**Exercise objective**
Nothing in the data may be altered as it is transcribed.

**Raw data**
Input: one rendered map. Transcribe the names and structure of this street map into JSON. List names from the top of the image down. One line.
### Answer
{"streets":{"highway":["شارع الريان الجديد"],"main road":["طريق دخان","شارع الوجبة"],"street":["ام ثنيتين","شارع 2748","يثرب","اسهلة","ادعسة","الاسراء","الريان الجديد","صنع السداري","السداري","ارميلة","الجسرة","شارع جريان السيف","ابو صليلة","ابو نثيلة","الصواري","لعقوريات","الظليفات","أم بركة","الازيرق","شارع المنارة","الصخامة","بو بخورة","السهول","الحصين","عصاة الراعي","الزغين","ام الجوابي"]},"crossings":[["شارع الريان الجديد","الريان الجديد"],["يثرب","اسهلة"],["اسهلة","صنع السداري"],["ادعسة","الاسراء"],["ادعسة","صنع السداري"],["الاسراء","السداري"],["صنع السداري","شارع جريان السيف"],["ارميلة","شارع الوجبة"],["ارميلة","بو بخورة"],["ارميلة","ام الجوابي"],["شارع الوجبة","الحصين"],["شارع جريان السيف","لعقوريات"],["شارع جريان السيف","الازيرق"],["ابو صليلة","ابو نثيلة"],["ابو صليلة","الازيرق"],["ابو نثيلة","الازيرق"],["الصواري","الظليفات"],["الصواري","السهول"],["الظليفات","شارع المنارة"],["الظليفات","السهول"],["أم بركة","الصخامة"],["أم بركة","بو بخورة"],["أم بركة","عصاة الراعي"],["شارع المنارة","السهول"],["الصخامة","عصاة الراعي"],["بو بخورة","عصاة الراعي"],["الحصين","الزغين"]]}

**Result of this task**
Input: one rendered map. Transcribe the names and structure of this street map into JSON. List names from the top of the image down. One line.
### Answer
{"streets":{"highway":["شارع الريان الجديد"],"main road":["طريق دخان","شارع الوجبة"],"street":["ام ثنيتين","شارع 2748","يثرب","اسهلة","ادعسة","الاسراء","الريان الجديد","صنع السداري","السداري","ارميلة","الجسرة","شارع جريان السيف","ابو صليلة","ابو نثيلة","الصواري","لعقوريات","الظليفات","أم بركة","الازيرق","شارع المنارة","الصخامة","بو بخورة","السهول","الحصين","عصاة الراعي","الزغين","ام الجوابي"]},"crossings":[["شارع الريان الجديد","الريان الجديد"],["يثرب","اسهلة"],["اسهلة","صنع السداري"],["ادعسة","الاسراء"],["ادعسة","صنع السداري"],["الاسراء","السداري"],["صنع السداري","شارع جريان السيف"],["ارميلة","شارع الوجبة"],["ارميلة","بو بخورة"],["ارميلة","ام الجوابي"],["شارع الوجبة","الحصين"],["شارع جريان السيف","لعقوريات"],["شارع جريان السيف","الازيرق"],["ابو صليلة","ابو نثيلة"],["ابو صليلة","الازيرق"],["ابو نثيلة","الازيرق"],["الصواري","الظليفات"],["الصواري","السهول"],["الظليفات","شارع المنارة"],["الظليفات","السهول"],["أم بركة","الصخامة"],["أم بركة","بو بخورة"],["أم بركة","عصاة الراعي"],["شارع المنارة","السهول"],["الصخامة","عصاة الراعي"],["بو بخورة","عصاة الراعي"],["الحصين","الزغين"]]}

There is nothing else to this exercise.